A small percentage of individuals regularly suffer from noise in one or both ears which is referred to as tinnitus. Even though individuals describe it as a ringing noise, it can also be perceived as roaring, whistling, hissing or even as clicking. In some cases, the noise can become very loud and can disrupt with the hearing of normal sounds. The condition can often be treated and the mode of treatment used varies depending on the underlying cause.

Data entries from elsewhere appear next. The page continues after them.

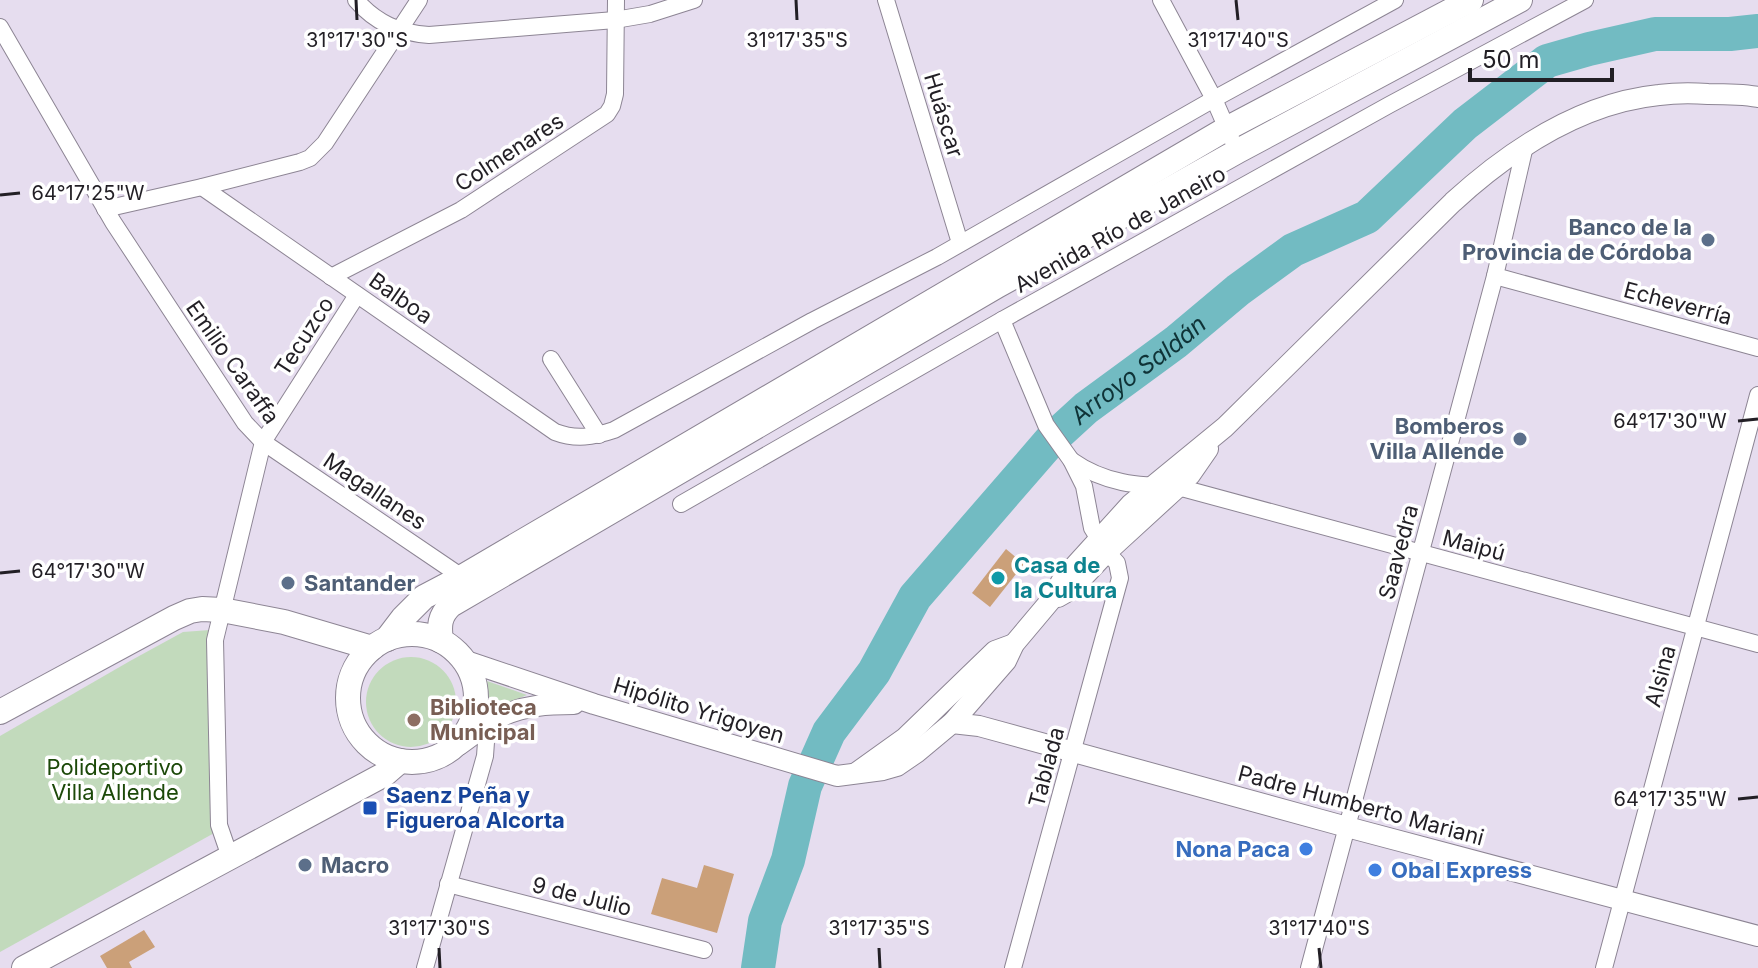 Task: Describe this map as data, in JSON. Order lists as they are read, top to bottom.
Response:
{
  "streets": {
    "street": [
      "Huáscar",
      "Colmenares",
      "Avenida Río de Janeiro",
      "Balboa",
      "Echeverría",
      "Tecuzco",
      "Emilio Caraffa",
      "Magallanes",
      "Maipú",
      "Saavedra",
      "Alsina",
      "Hipólito Yrigoyen",
      "Tablada",
      "Padre Humberto Mariani",
      "9 de Julio"
    ]
  },
  "crossings": [
    ["Colmenares", "Balboa"],
    ["Balboa", "Tecuzco"],
    ["Echeverría", "Saavedra"],
    ["Tecuzco", "Emilio Caraffa"],
    ["Tecuzco", "Magallanes"],
    ["Emilio Caraffa", "Magallanes"],
    ["Maipú", "Saavedra"],
    ["Maipú", "Alsina"],
    ["Saavedra", "Padre Humberto Mariani"],
    ["Alsina", "Padre Humberto Mariani"],
    ["Tablada", "Padre Humberto Mariani"]
  ],
  "water": ["Arroyo Saldán"],
  "parks": ["Polideportivo Villa Allende"],
  "places": {
    "other": [
      "Banco de la Provincia de Córdoba",
      "Bomberos Villa Allende",
      "Casa de la Cultura",
      "Santander",
      "Biblioteca Municipal",
      "Nona Paca",
      "Macro",
      "Obal Express"
    ],
    "transit": ["Saenz Peña y Figueroa Alcorta"]
  },
  "scale_bar": "50 m",
  "coordinates": [
    "31°17'30\"S",
    "31°17'35\"S",
    "31°17'40\"S",
    "64°17'25\"W",
    "64°17'30\"W",
    "64°17'35\"W"
  ]
} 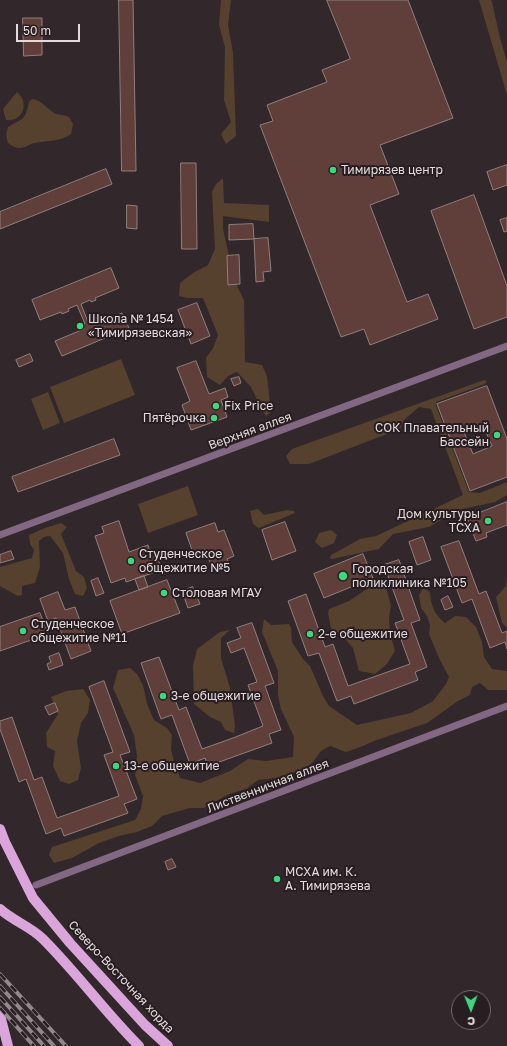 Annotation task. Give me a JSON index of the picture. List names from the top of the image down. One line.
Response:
{"streets":{"main road":["Северо-Восточная хорда"],"street":["Верхняя аллея","Лиственничная аллея"]},"places":["Тимирязев центр","Школа № 1454 «Тимирязевская»","Fix Price","Пятёрочка","СОК Плавательный Бассейн","Дом культуры ТСХА","Студенческое общежитие №5","Городская поликлиника №105","Столовая МГАУ","Студенческое общежитие №11","2-е общежитие","3-е общежитие","13-е общежитие","МСХА им. К. А. Тимирязева"],"scale_bar":"50 m","north":"bottom"} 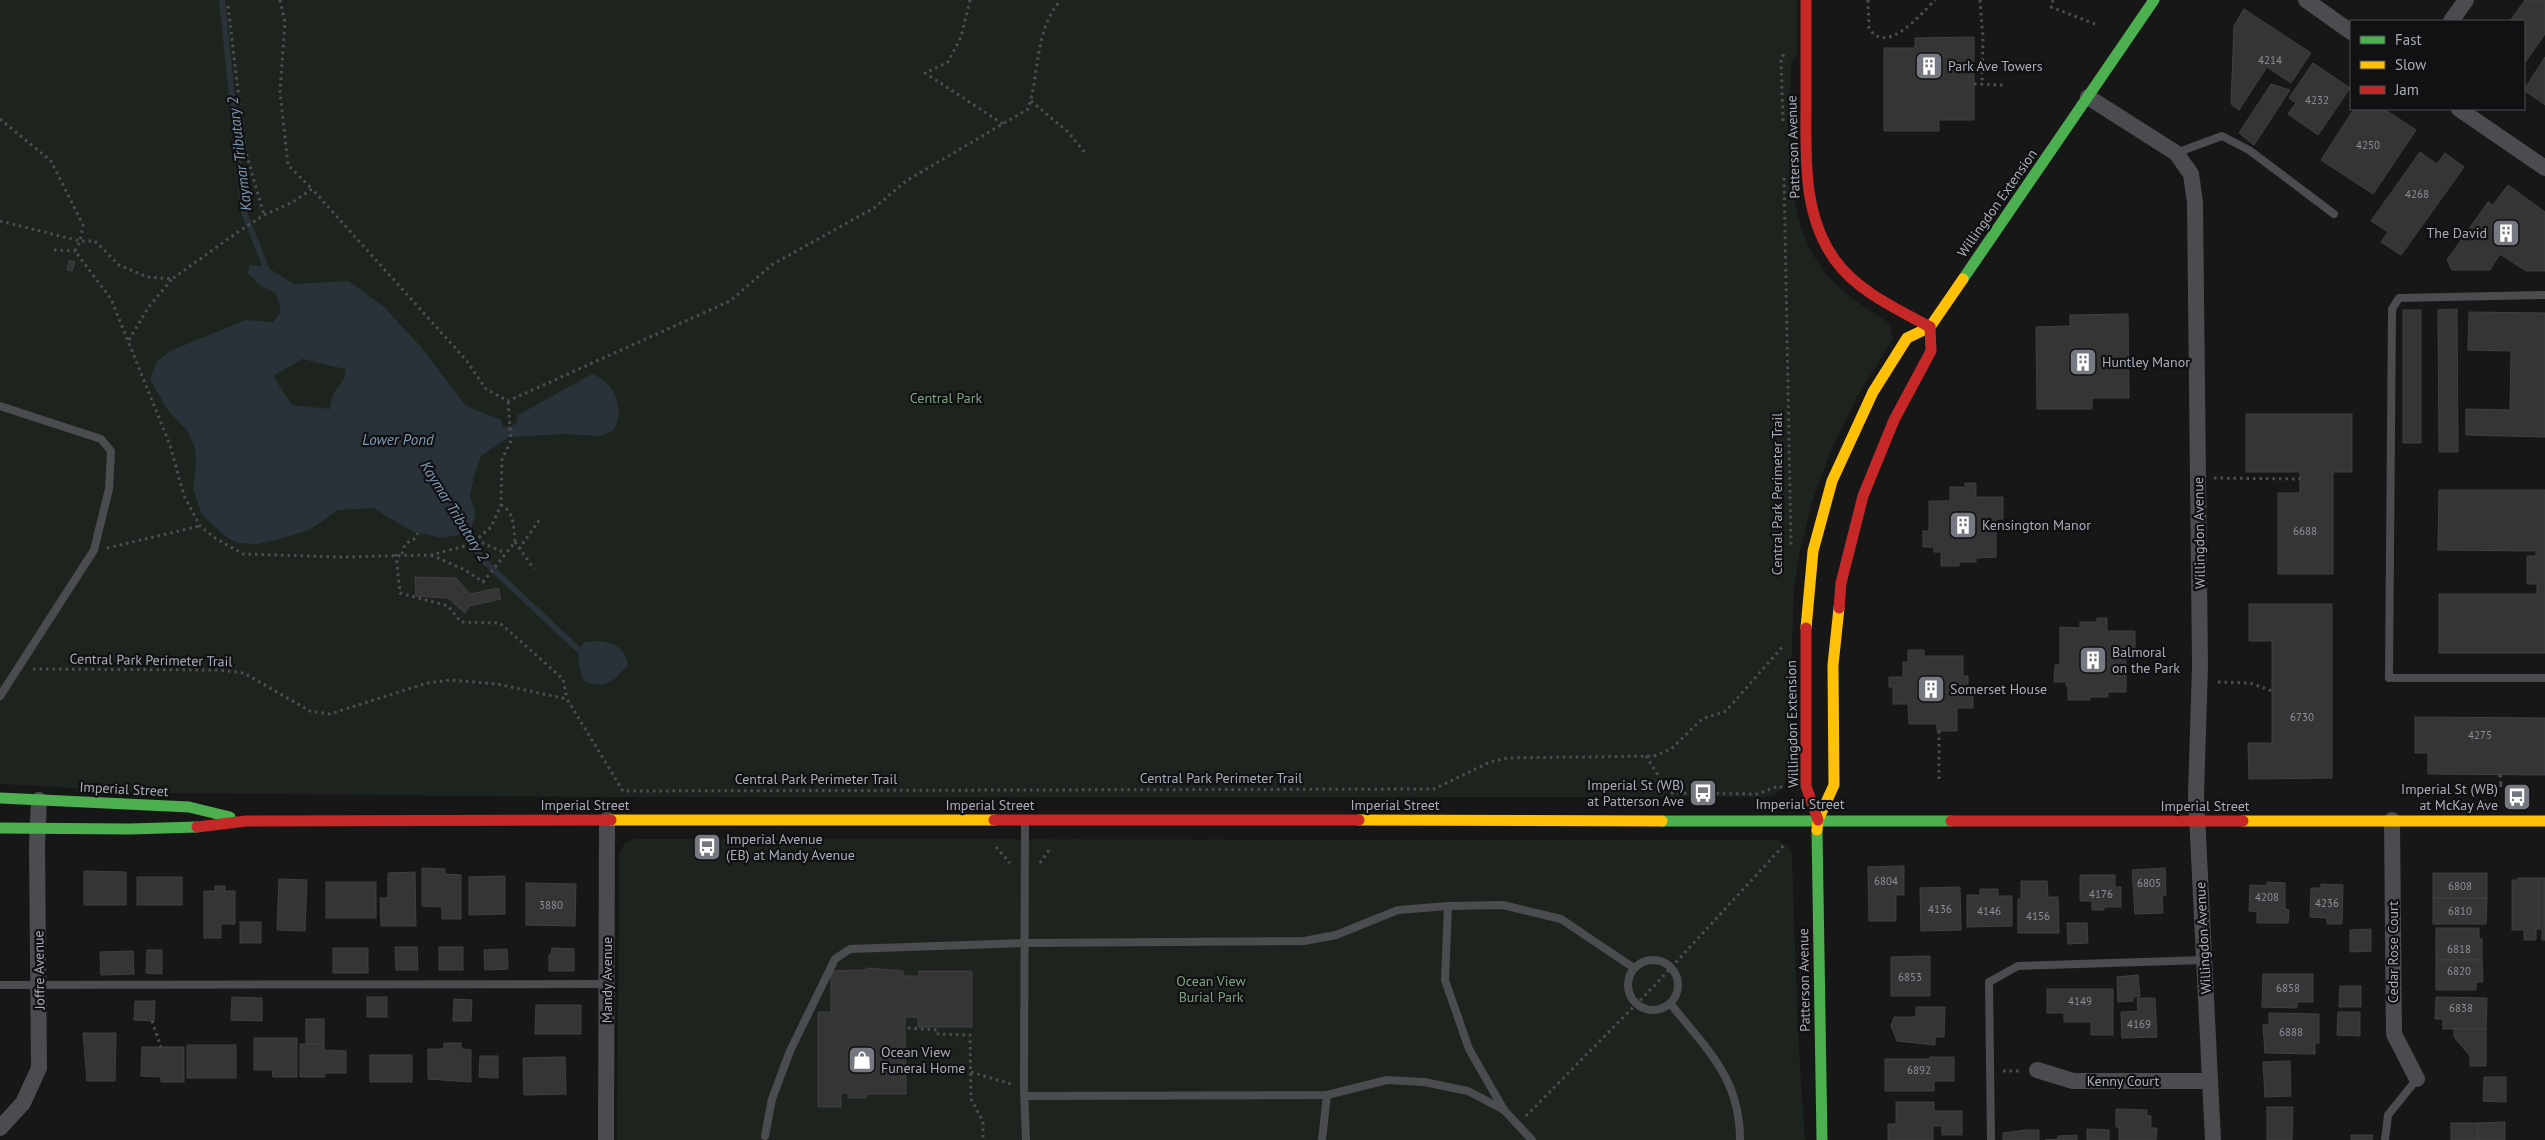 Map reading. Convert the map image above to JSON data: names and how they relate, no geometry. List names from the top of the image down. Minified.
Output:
{"streets":{"main road":["Patterson Avenue","Willingdon Extension","Imperial Street"],"street":["Willingdon Avenue","Cedar Rose Court","Joffre Avenue","Mandy Avenue","Kenny Court"],"path":["Central Park Perimeter Trail"]},"crossings":[["Patterson Avenue","Willingdon Extension"],["Patterson Avenue","Imperial Street"],["Willingdon Extension","Willingdon Avenue"],["Willingdon Extension","Imperial Street"],["Willingdon Avenue","Imperial Street"],["Willingdon Avenue","Kenny Court"],["Imperial Street","Cedar Rose Court"],["Imperial Street","Joffre Avenue"],["Imperial Street","Mandy Avenue"]],"water":["Kaymar Tributary 2","Lower Pond"],"parks":["Central Park","Ocean View Burial Park"],"places":{"building":["Park Ave Towers","The David","Huntley Manor","Kensington Manor","Balmoral on the Park","Somerset House"],"bus stop":["Imperial St (WB) at Patterson Ave","Imperial St (WB) at McKay Ave","Imperial Avenue (EB) at Mandy Avenue"],"shop":["Ocean View Funeral Home"]},"house_numbers":["4214","4232","4250","4268","6688","6730","4275","6804","6805","6808","4176","4208","4236","3880","4136","4146","6810","4156","6818","6820","6853","6858","4149","6838","4169","6888","6892"],"legend":["Fast","Slow","Jam"]} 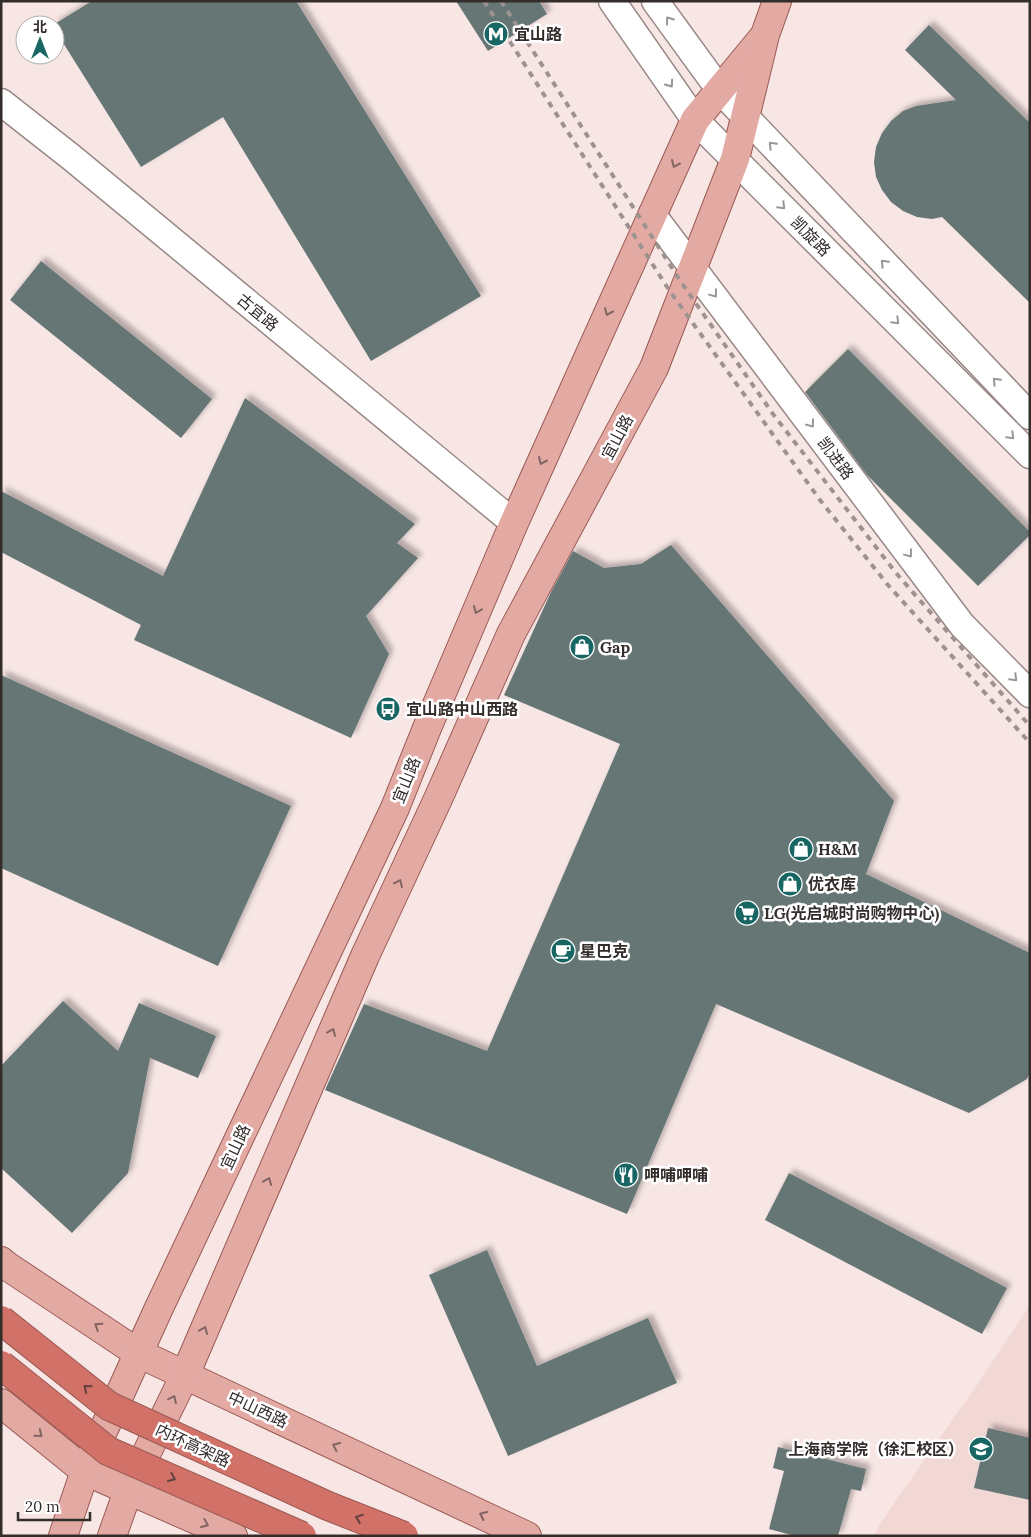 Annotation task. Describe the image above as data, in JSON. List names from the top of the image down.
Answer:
{
  "streets": {
    "highway": ["内环高架路"],
    "main road": ["宜山路", "中山西路"],
    "street": ["凯旋路", "古宜路", "凯进路"]
  },
  "crossings": [
    ["凯旋路", "宜山路"],
    ["古宜路", "宜山路"],
    ["宜山路", "凯进路"],
    ["宜山路", "中山西路"]
  ],
  "one_way": ["凯进路"],
  "places": {
    "metro station": ["宜山路"],
    "shop": ["Gap", "H&M", "优衣库"],
    "bus stop": ["宜山路中山西路"],
    "supermarket": ["LG(光启城时尚购物中心)"],
    "cafe": ["星巴克"],
    "restaurant": ["呷哺呷哺"],
    "school or university": ["上海商学院（徐汇校区）"]
  },
  "scale_bar": "20 m",
  "north": "top"
}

What are the common causes?
It is important to note that tinnitus can be triggered by various factors such as circulatory issues, age and exposure to high level of sounds. There are two recognized types of tinnitus – objective tinnitus and subjective tinnitus. When it comes to objective tinnitus, it is a condition perceivable to the doctor which indicates an underlying issue in the inner ear, surrounding muscles or connected blood vessels. If the noise is only heard by the individual, it is called as subjective tinnitus in which the cause can originate at the auditory nerve, connections to the brain or specific conditions in any part of the ear. One of the common causes of tinnitus is constant exposure to loud noises earlier in life whether work-related or recreational. Long-term exposure to loud noises can result to permanent hearing loss due to the damage on the tiny hairs in the inner ear that receives the vibrations from the air. Nevertheless, individuals over 60 years old who have hearing loss due to hereditary cause can also experience tinnitus as an associated symptom. Additionally, temporary tinnitus can also be triggered by excessive buildup of ear wax in one or both ears.
What are the rare causes?
In some cases, tinnitus can also be triggered by neck or head injuries, stress, and depression, inner ear disorder such as Meniere’s disease or benign tumors that develop on the cranial nerve. In pulsatile tinnitus which seldom occurs, this is a blood vessel disorder that can be traced to the malformed capillaries that partly block the neck arteries or veins, atherosclerosis, hypertension or tumors. Lastly, tinnitus can develop as a side effect of various medications including diuretics, quinine, cancer medications, antibiotics and even aspirin in high doses.
It is best to consult a doctor if tinnitus occurs abruptly and accompanied by dizziness or hearing loss. An abrupt ringing in the ears can occur when the individual is prescribed with new medications. Once this occurs, the doctor must be informed right away.